• ASSIGNMENT: Scan the records below and copy every line that contains the string "كليةالقانون".

───── RECORDS PROVIDED ─────

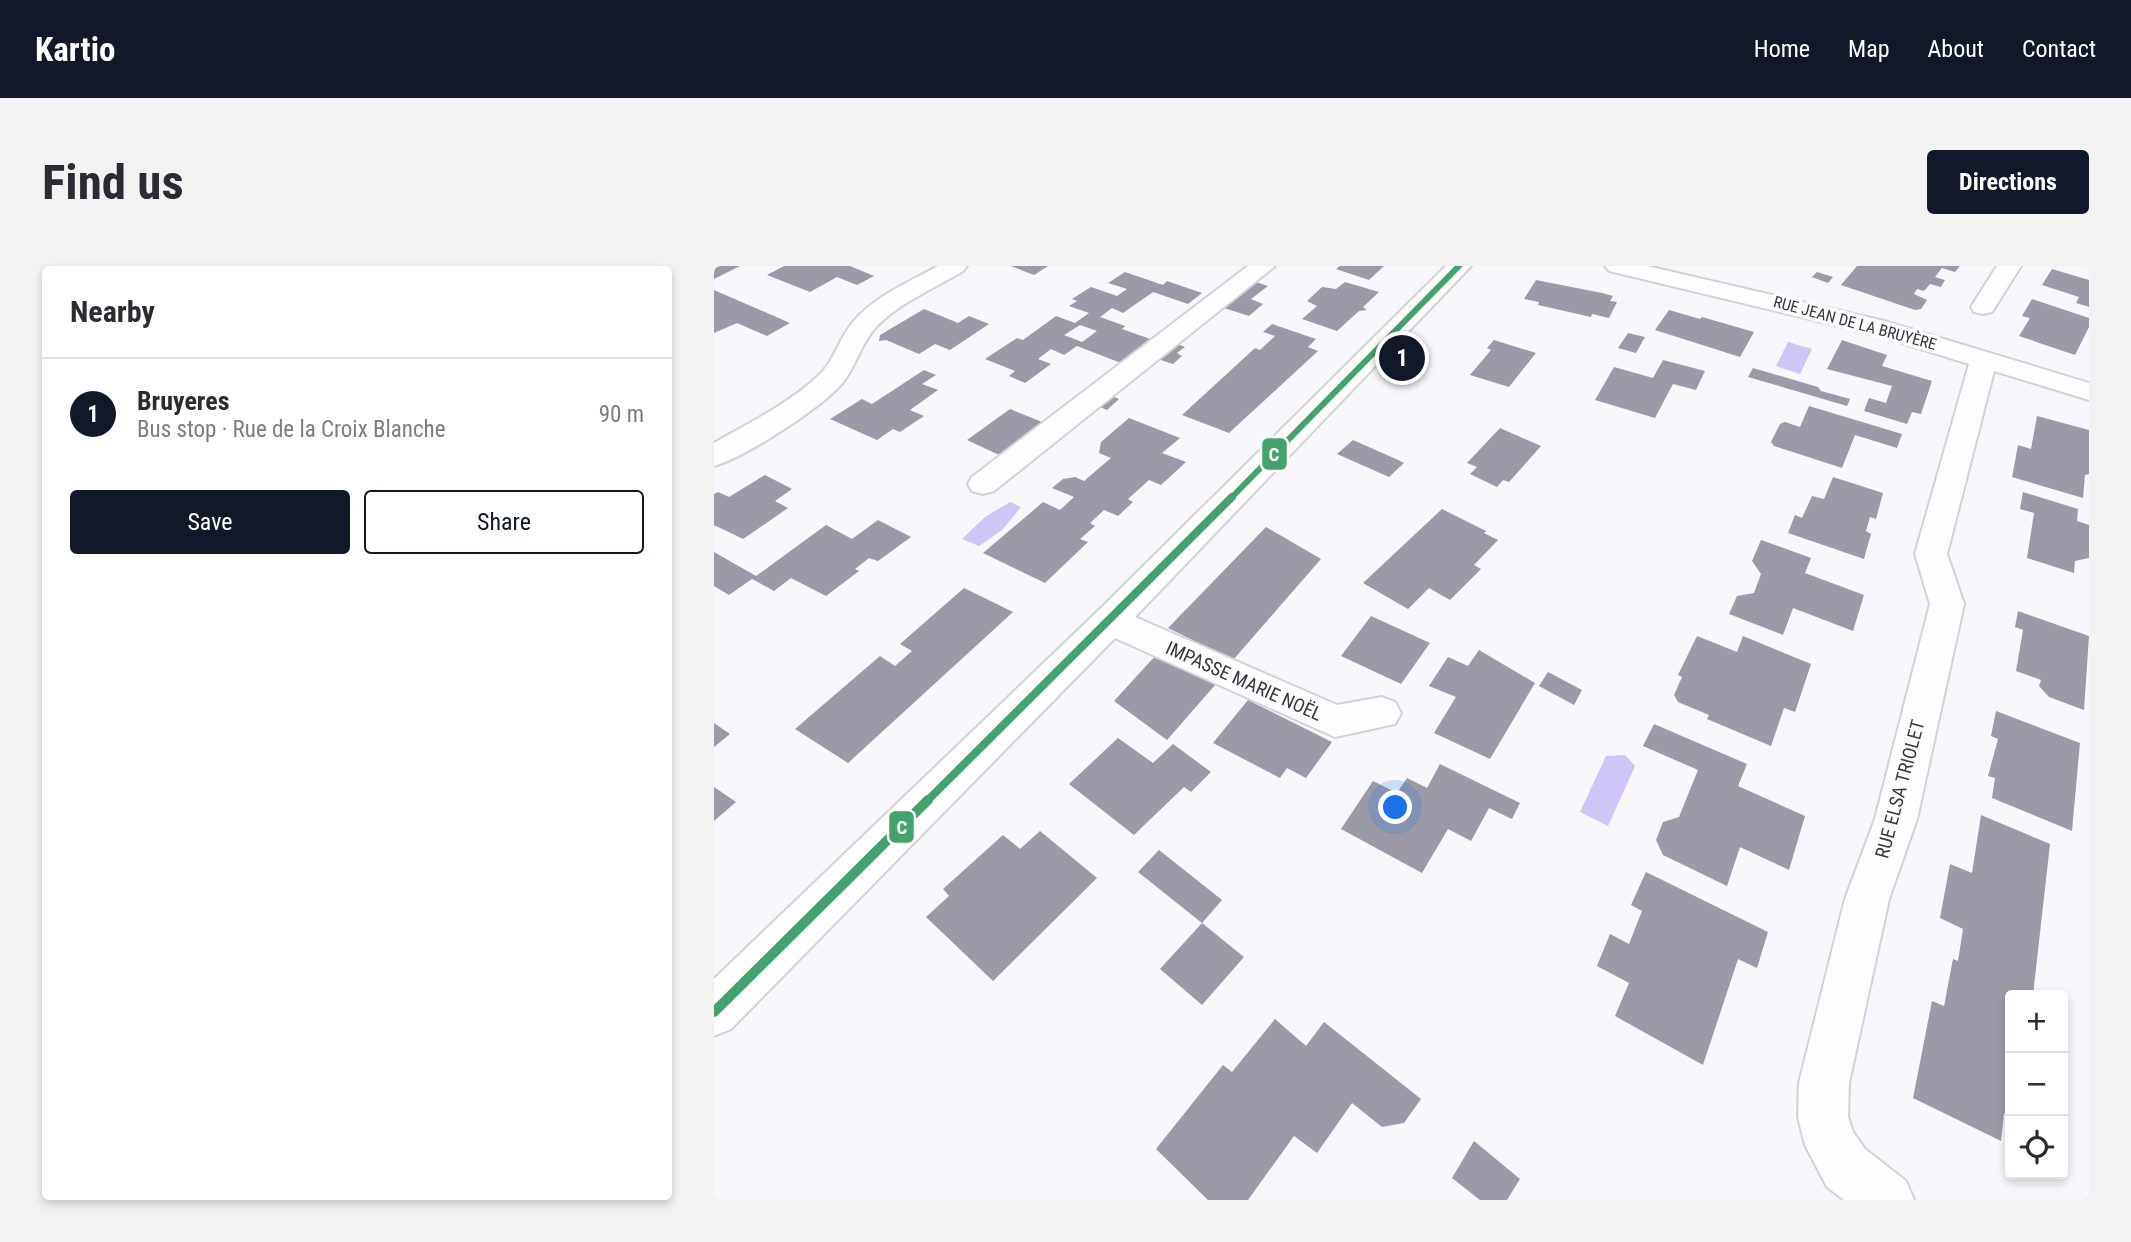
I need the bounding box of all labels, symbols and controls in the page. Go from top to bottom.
text: Kartio [35,30,115,69]
text: Home [1754,35,1810,63]
text: Map [1848,35,1890,63]
text: About [1928,35,1984,63]
text: Contact [2022,35,2096,63]
button: Directions [1927,150,2089,214]
text: Find us [42,154,184,211]
street label: RUE JEAN DE LA BRUYÈRE [1771,292,1939,354]
text: Nearby [70,294,155,329]
pin: 1 [1379,332,1425,384]
text: Bruyeres [137,386,229,416]
text: 1 [87,401,99,428]
text: 90 m [599,401,644,428]
text: Bus stop · Rue de la Croix Blanche [137,416,446,443]
line badge: C [1261,437,1288,471]
text: C [1269,443,1280,466]
button: Save [70,490,350,554]
button: Share [364,490,644,554]
street label: IMPASSE MARIE NOËL [1162,636,1326,726]
street label: RUE ELSA TRIOLET [1870,717,1930,861]
your location [1378,790,1412,824]
line badge: C [888,810,915,844]
text: C [897,816,908,839]
map controls [2005,990,2068,1179]
button: + [2005,990,2068,1053]
button: − [2005,1053,2068,1116]
button: locate [2005,1116,2068,1179]

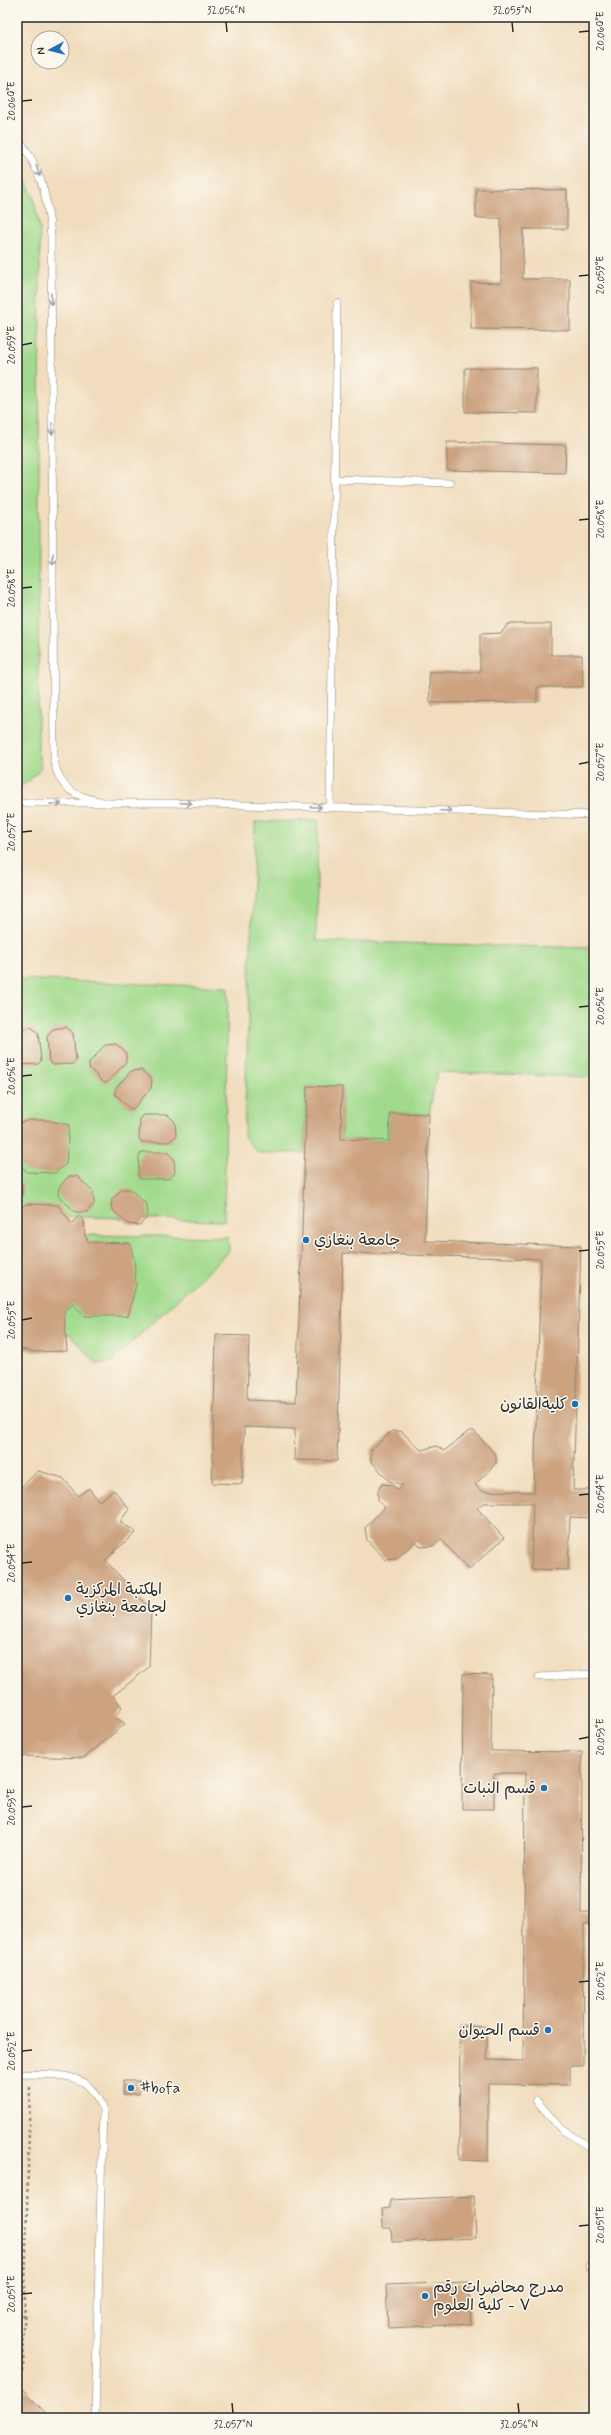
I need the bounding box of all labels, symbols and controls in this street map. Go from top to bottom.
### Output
text: 32.056°N [207,4,245,18]
text: 32.055°N [493,4,532,18]
text: 20.060°E [594,11,608,51]
north arrow [30,30,70,70]
text: N [34,47,48,56]
text: 20.060°E [5,81,19,121]
one-way arrow [34,165,42,177]
text: 20.059°E [594,256,608,294]
one-way arrow [47,292,55,305]
text: 20.059°E [5,326,19,364]
one-way arrow [48,422,56,435]
text: 20.058°E [594,500,608,538]
one-way arrow [49,552,57,565]
text: 20.058°E [5,569,19,607]
text: 20.057°E [594,743,608,781]
one-way arrow [179,800,192,807]
one-way arrow [49,801,62,808]
one-way arrow [309,803,322,811]
one-way arrow [439,807,452,814]
text: 20.057°E [5,813,19,851]
text: 20.056°E [594,987,608,1025]
text: 20.056°E [5,1057,19,1095]
place label: جامعة بنغازي [314,1230,400,1251]
text: 20.055°E [594,1231,608,1269]
marker: جامعة بنغازي [301,1235,311,1245]
text: 20.055°E [5,1301,19,1339]
place label: كليةالقانون [500,1394,567,1415]
marker: كليةالقانون [570,1399,580,1409]
text: 20.054°E [594,1474,608,1514]
text: 20.054°E [5,1543,19,1583]
place label: المكتبة المركزية لجامعة بنغازي [76,1579,166,1618]
marker: المكتبة المركزية لجامعة بنغازي [63,1593,73,1603]
text: 20.053°E [594,1718,608,1756]
place label: قسم النبات [463,1778,536,1800]
marker: قسم النبات [539,1783,549,1793]
text: 20.053°E [5,1788,19,1826]
text: 20.052°E [594,1961,608,2001]
place label: قسم الحيوان [459,2020,540,2042]
marker: قسم الحيوان [543,2025,553,2035]
text: 20.052°E [5,2031,19,2071]
place label: #bofa [139,2078,181,2099]
marker: #bofa [126,2083,136,2093]
text: 20.051°E [594,2206,608,2244]
text: 20.051°E [5,2275,19,2313]
place label: مدرج محاضرات رقم ٧ - كلية العلوم [433,2277,564,2317]
marker: مدرج محاضرات رقم ٧ - كلية العلوم [420,2291,430,2301]
text: 32.057°N [214,2418,253,2432]
text: 32.056°N [500,2418,538,2432]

─────

• ANSWER TO THE EXERCISE:
place label: كليةالقانون [500,1394,567,1415]
marker: كليةالقانون [570,1399,580,1409]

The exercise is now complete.